Olacak iş değil! Dört gözle beklenen Bıyık Helvası Raporu çıktı, en son benim haberim oldu. 28 Temmuz seçimlerinin hemen ardından Sonay Adem’in evine yeşil tabakta gönderilen simit helvasının ardından başlayan parti disiplini soruşturması için kurulan araştırma komitesi, 49 sayfalık raporu büyük bir titizlik ve disiplinle tamamlamış.

Temmuz, Ağustos, Eylül ayları geçmiş, Ekim yarılanmış… Bıyık ve PP derken üç buçuk ay geride kalmış. Havadis’in “raporu yarın yayınlıyoruz” diye sürmanşetten duyurduğu gün endişelendim. Özet mi yayınlanacaktı, tam metin ek mi verilecekti yoksa?

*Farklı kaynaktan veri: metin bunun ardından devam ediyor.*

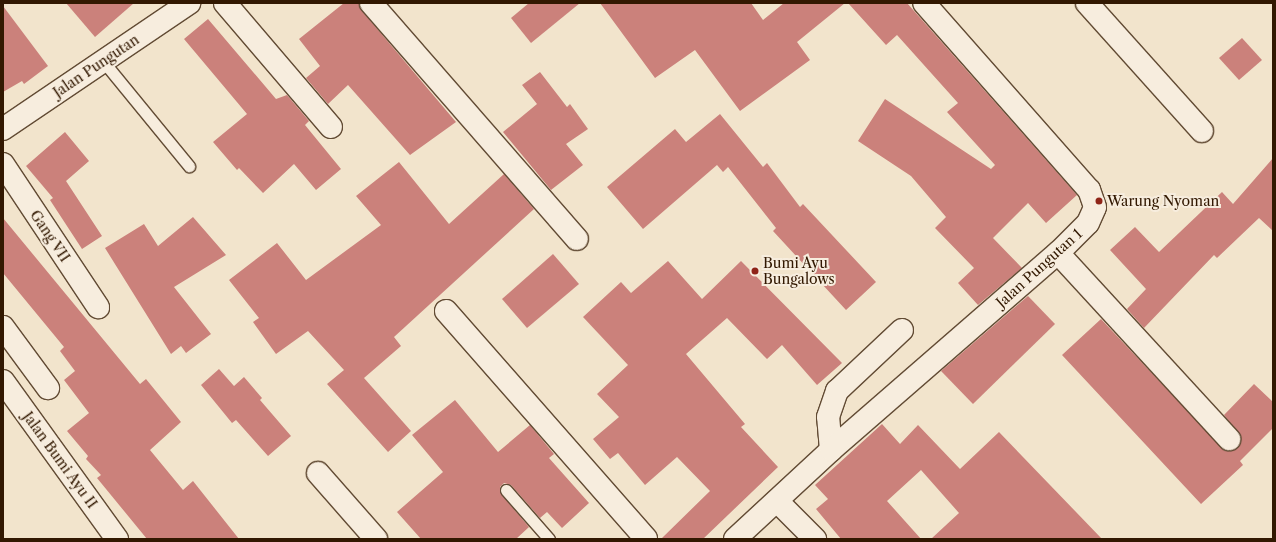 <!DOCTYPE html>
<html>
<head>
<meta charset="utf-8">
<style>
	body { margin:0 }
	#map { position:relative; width:1276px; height:542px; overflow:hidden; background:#f2e4cc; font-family:"Libre Caslon Text",serif }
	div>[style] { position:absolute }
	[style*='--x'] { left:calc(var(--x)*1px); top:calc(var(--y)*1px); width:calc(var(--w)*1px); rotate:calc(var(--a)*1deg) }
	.building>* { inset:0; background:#cb817b }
	.roads { filter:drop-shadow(1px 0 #624b34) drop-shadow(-1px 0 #624b34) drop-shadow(0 1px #624b34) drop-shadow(0 -1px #624b34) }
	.lane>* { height:11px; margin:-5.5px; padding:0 5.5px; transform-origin:5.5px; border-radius:5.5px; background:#f7edde }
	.street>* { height:22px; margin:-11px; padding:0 11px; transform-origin:11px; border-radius:11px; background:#f7edde }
	.dots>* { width:11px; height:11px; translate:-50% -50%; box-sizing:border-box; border:2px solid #f7edde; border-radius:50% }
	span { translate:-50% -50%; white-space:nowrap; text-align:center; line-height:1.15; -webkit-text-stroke:4px #f7edde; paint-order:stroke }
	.street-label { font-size:14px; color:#321801 }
	.poi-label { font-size:14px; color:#321801 }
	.left { translate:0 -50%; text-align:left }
	.frame { position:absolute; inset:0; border:4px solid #321801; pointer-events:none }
</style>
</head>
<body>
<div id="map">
	<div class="building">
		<i style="clip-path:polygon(66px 3px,134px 3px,95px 37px)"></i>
		<i style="clip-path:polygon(344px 3px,359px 3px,362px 11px,456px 122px,410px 155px,348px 85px,328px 104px,306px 78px,320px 66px,299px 39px)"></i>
		<i style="clip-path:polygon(529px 3px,580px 3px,531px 43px,511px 18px)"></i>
		<i style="clip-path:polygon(600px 3px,751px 3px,763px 20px,784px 3px,845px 3px,797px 42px,810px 60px,740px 111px,695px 50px,655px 78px)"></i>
		<i style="clip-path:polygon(848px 3px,907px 3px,1077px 195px,1046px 223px,1028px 203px,993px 238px,1022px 268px,978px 305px,958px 283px,974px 268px,935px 228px,946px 217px,911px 176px,858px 141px,885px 99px,991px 169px,995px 165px,947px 112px,958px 103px,897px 35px,886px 45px)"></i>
		<i style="clip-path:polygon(3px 6px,48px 66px,24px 84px,22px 81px,3px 92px)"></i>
		<i style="clip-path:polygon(208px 19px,276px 99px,287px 95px,309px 121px,305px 125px,341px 169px,316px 190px,294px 164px,263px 193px,239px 168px,237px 170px,213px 142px,247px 114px,184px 39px)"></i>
		<i style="clip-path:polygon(1242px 38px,1262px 60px,1239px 80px,1219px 58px)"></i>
		<i style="clip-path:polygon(540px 72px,567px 107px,570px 104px,588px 129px,566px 144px,583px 165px,551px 190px,503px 132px,537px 104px,522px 85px)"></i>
		<i style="clip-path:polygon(720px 114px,763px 167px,767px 163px,800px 207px,803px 204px,876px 282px,846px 310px,773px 231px,776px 228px,728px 167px,723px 172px,717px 165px,643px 229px,607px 187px,675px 129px,686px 142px)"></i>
		<i style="clip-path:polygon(65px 132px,89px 161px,66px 181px,102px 236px,82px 249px,50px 200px,53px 198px,26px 166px)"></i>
		<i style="clip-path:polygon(1273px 158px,1273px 231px,1259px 218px,1217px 258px,1214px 255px,1144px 328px,1127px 309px,1146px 289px,1110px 250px,1135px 227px,1159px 252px,1222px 192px,1233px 204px)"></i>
		<i style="clip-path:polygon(399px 162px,449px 224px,504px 174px,534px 209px,394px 337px,401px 346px,364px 378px,411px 431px,388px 452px,327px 384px,344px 370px,308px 331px,276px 354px,253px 322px,259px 318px,229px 280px,277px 243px,306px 280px,381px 225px,356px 196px)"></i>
		<i style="clip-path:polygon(193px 217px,226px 255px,174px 287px,211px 334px,186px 353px,181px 346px,171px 354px,105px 248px,144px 224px,158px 246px)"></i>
		<i style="clip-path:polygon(3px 218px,140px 384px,146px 379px,181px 422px,150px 450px,183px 490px,193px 481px,239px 539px,147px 539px,97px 478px,101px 475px,86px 459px,88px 456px,67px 431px,89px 413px,64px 380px,75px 371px,60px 351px,64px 347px,3px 273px)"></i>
		<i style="clip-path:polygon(553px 254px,579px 284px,527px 328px,502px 299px)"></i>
		<i style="clip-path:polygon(668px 261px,702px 299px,741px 261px,842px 363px,817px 385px,782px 345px,767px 359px,727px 318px,686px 354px,745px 424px,741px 427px,778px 467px,703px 539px,661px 539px,710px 491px,677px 457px,645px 485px,618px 453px,610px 459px,593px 439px,619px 417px,597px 394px,628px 365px,583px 317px,621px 282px,631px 293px)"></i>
		<i style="clip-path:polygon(1028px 296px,1055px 324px,973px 404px,941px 371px)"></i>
		<i style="clip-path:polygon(1101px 319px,1225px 451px,1237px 448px,1241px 437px,1224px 415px,1254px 384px,1273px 402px,1273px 428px,1240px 461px,1243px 465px,1201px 504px,1062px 355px)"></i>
		<i style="clip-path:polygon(219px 369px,234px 386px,244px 377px,262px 398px,260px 400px,291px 436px,268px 456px,236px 420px,232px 423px,201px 385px)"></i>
		<i style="clip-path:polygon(455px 400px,498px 452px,530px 425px,554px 454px,549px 458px,589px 503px,562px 528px,547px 512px,540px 518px,511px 485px,504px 483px,500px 487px,501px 494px,529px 527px,516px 539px,421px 539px,397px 512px,443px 472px,412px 435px)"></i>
		<i style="clip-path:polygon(882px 424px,900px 444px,918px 425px,960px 469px,999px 432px,1102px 539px,931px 539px,959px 513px,921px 470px,887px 501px,921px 539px,841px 539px,816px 509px,828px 499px,815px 485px)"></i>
	</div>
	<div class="roads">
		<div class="lane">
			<i style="--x:103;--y:61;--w:136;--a:50.7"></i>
			<i style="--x:506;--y:490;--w:65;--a:48.7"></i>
		</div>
		<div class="street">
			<i style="--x:225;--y:3;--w:163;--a:49.5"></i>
			<i style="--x:371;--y:3;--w:313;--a:48.9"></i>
			<i style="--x:1087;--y:3;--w:172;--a:48.1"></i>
			<i style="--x:3;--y:129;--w:225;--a:-34.1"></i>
			<i style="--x:3;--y:164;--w:172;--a:56.4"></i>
			<i style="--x:1058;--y:253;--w:253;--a:47.4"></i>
			<i style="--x:446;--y:311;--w:303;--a:48.7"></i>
			<i style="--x:3;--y:327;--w:76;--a:53.6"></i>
			<i style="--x:3;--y:381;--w:195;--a:54.2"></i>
			<i style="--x:831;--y:450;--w:33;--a:-95"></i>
			<i style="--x:828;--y:417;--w:28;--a:-71"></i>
			<i style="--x:837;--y:391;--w:89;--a:-43.2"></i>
			<i style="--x:318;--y:473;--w:88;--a:48.7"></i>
			<i style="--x:777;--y:501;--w:54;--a:45"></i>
			<i style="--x:735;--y:539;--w:131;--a:-42.8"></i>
			<i style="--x:831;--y:450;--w:301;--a:-41"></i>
			<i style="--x:1058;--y:253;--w:42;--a:-45"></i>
			<i style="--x:1088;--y:223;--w:17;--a:-66"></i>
			<i style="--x:1095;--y:207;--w:18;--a:-109"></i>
			<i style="--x:1089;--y:190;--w:249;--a:-131.4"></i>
		</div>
	</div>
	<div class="dots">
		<i style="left:1099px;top:201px;background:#8f2418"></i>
		<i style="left:755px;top:271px;background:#8f2418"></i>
	</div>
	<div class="street-label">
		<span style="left:96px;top:66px;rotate:-34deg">Jalan Pungutan</span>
		<span style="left:50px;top:236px;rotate:56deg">Gang VII</span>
		<span style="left:1039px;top:268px;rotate:-42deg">Jalan Pungutan 1</span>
		<span style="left:60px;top:460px;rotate:54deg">Jalan Bumi Ayu II</span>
	</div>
	<div class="poi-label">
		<span class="left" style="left:1107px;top:201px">Warung Nyoman</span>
		<span class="left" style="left:763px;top:271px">Bumi Ayu<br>Bungalows</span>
	</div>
	<div class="frame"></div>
</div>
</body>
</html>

Üst düzey tepe yönetimi ile konuyla ilgili temas kurmaktan sarfı nazar ettim. Editoryal bağımsızlık ellenmemeliydi. Akşam saatlerinde yine de kendimi tutamadım. En üst tepe yönetimle irtibat kurdum. Söz konusu raporu önceden bilmeme karşın, içeriğiyle ilgili malumatım yeterli değildi. En üst tepe yönetim yemek yediği bahanesiyle topu bir aşağıya attı.

Çok istememekle birlikte mecburen aramak durumunda kaldım.

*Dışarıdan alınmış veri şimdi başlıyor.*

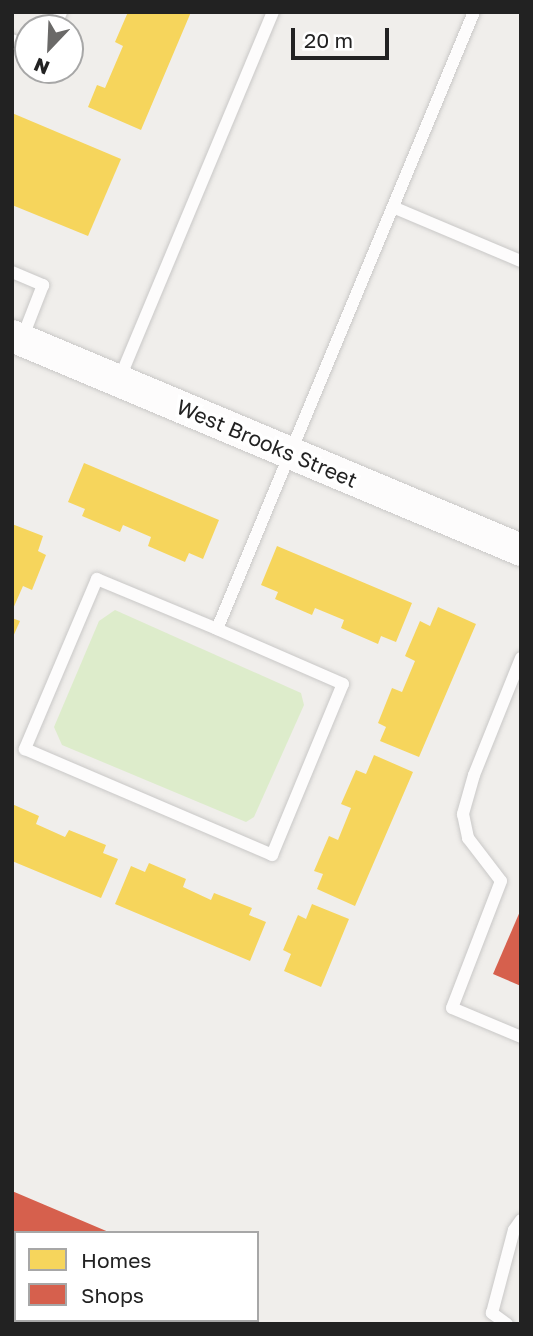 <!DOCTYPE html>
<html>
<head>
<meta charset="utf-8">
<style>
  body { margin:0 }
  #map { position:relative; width:533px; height:1336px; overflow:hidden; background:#f0eeeb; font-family:"Golos Text",sans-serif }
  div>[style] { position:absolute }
  .grass>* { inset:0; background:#ddeccb }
  .homes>* { inset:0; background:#f6d55c }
  .shops>* { inset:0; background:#d6604d }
  .roads { filter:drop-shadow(0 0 2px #c9c8c7) drop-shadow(0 0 2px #c9c8c7) }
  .service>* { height:12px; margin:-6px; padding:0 6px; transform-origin:6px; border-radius:6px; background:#fdfcfc }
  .tertiary>* { height:32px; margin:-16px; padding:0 16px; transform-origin:16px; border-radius:16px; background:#fdfcfc }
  span { translate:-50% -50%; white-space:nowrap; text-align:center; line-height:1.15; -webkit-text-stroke:7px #fff; paint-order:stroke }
  .street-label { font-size:21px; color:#222 }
  .frame { position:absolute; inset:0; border:14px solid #222; pointer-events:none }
  .legend { position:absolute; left:14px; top:1231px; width:245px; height:91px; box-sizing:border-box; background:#fff; border:2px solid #a7a7a7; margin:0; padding:9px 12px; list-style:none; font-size:21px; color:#222 }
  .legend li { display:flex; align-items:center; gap:14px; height:35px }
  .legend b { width:35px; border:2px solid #a7a7a7 }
  .north { position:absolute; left:14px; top:14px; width:70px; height:70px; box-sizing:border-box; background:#fff; border:2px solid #a7a7a7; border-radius:50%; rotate:203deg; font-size:19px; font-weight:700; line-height:28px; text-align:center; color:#222 }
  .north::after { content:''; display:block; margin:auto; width:24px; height:32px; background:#6a6968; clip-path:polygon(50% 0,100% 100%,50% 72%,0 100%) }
  .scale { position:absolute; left:291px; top:28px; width:98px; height:32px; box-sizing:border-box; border:4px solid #222; border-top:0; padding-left:9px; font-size:21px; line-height:24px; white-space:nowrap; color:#222; -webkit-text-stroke:5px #fff; paint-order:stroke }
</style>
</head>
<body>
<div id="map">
  <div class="grass">
    <i style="clip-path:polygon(115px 610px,301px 693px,304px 705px,254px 817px,246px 822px,62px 745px,54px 727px,99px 621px)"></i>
  </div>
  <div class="homes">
    <i style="clip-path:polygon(128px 12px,191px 12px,141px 130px,88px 107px,97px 85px,105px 88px,123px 46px,115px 42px)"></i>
    <i style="clip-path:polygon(12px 113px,121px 159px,88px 236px,12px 205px)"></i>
    <i style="clip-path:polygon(84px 463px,219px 520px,203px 559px,189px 553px,185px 562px,148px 546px,151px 537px,123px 525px,120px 532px,82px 516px,85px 509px,68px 502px)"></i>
    <i style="clip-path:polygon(12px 524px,43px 536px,38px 551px,46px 555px,32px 590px,23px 586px,12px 611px)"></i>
    <i style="clip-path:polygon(277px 546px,412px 603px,396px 642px,381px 636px,378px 644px,341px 628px,344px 620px,315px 608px,312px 615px,275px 599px,278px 592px,261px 585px)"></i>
    <i style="clip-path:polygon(438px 607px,476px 624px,419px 757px,380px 741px,386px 727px,378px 723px,392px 688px,402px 692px,415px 661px,405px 656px,420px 621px,430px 626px)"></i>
    <i style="clip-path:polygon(12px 618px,20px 621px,12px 639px)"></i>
    <i style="clip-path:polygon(374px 755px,413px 772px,355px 906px,317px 889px,323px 874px,314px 871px,329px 836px,338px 840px,351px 808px,341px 804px,356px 770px,366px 774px)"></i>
    <i style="clip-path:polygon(12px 804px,39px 816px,36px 824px,65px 837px,69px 830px,106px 845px,103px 853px,118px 859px,101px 898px,12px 861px)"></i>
    <i style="clip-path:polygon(149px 863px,186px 879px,183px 887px,211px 900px,214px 893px,252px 908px,249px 915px,266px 922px,250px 961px,115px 904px,131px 866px,145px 872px)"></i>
    <i style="clip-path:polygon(312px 904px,349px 919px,321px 987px,284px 971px,291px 954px,283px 950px,298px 915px,306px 919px)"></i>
  </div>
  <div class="shops">
    <i style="clip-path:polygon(521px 909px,521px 986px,493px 974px)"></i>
    <i style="clip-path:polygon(12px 1191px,111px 1233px,16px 1233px,16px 1250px,12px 1248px)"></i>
  </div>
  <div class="roads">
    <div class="service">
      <i style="left:54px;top:28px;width:17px;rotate:-66deg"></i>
      <i style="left:12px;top:40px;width:17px;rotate:21deg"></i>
      <i style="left:393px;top:207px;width:139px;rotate:22.9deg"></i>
      <i style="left:12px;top:272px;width:34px;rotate:23deg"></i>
      <i style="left:43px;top:285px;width:58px;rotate:111.3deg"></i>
      <i style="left:119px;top:380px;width:399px;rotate:-67.3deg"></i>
      <i style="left:217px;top:629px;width:130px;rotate:-157.4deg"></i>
      <i style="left:97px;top:579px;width:185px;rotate:113deg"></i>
      <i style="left:25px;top:749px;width:269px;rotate:23.2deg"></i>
      <i style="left:272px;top:855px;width:185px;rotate:-67.5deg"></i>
      <i style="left:343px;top:684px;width:137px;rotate:-156.4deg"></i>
      <i style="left:217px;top:629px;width:668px;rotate:-67.39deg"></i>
      <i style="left:521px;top:658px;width:126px;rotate:111.9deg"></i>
      <i style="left:474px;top:775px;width:41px;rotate:105.8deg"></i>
      <i style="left:463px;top:814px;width:25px;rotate:78deg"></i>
      <i style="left:468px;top:838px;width:54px;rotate:52.5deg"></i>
      <i style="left:501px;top:881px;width:136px;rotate:111.1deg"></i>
      <i style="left:452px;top:1008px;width:75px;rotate:22.8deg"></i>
      <i style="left:12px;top:1290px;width:4px;rotate:-14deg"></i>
      <i style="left:235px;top:1320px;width:9px;rotate:27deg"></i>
      <i style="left:172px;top:1324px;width:4px;rotate:-76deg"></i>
      <i style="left:507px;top:1324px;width:19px;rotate:-144deg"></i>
      <i style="left:492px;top:1313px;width:86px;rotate:-75.2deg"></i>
      <i style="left:514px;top:1230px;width:12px;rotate:-55deg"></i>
    </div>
    <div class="tertiary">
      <i style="left:12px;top:336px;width:552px;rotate:22.8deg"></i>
    </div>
  </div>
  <div class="street-label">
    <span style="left:267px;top:443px;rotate:23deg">West Brooks Street</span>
  </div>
  <div class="frame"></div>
  <ul class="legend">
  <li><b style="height:19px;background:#f6d55c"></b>Homes</li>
  <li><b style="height:19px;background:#d6604d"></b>Shops</li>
  </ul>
  <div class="north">N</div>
  <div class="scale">20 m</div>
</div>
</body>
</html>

Mümkünse yayınlanmadan okuyup, raporun yayınlanacağı gün rutinde olmamasına karşın, Bıyık Helvası Raporu ile ilgili özel bir köşe yazısı kaleme almak istediğimi ilettim. Top taca atıldı, rapordan zırnık koklatılmadı.

Gönlüm kırıldı, kalbim incindi, ruhum yaralandı, kalemim havada kaldı. Lakin bozuntuya vermedim, hiç de belli etmedim.

Raporla ilgili torpil talebimin kabul görmemesi, ufkumda birkaç yeni sorunun belirmesine vesile oldu. Bu soruların neler olduğunu, tahmin edebileceğiniz gibi kesinlikle açıklamayacağım!

İki gün boyunca yayınlanan Bıyık Helvası Raporu’nu  üstün körü okudum. Altını çizmedim, fosforlu kalemle işaretlemedim, makasla kesmedim, hatta dönüp ikinci kez okumadım.

Yüksek müsaadenizle bir okuyuşta aklımda kalanlarla ilgili akıl tutulmalarımı, yüzleşme deneyimlemelerimi, vizyoner yaklaşımımı pekiştiren misyon analizlerimi, yeni yetme bir köşe yazarı olarak, siz kıymetli okuyucularımla paylaşmanın gururunu yaşamak istiyorum.

Kafa kesme, kelle alma
Meşum raporun mevcut siyasetin temel terimlerine atıf yapılan yerleri oldukça dikkatimi çekti. Kafa kesme, kelle alma ifadelerinden söz ediyorum.

Bu atıfların yer aldığı bölümler, siyasetin gladyatör dövüş sanatlarından biri olarak kodlandığını idrak etmem açısından son derece faydalı oldu.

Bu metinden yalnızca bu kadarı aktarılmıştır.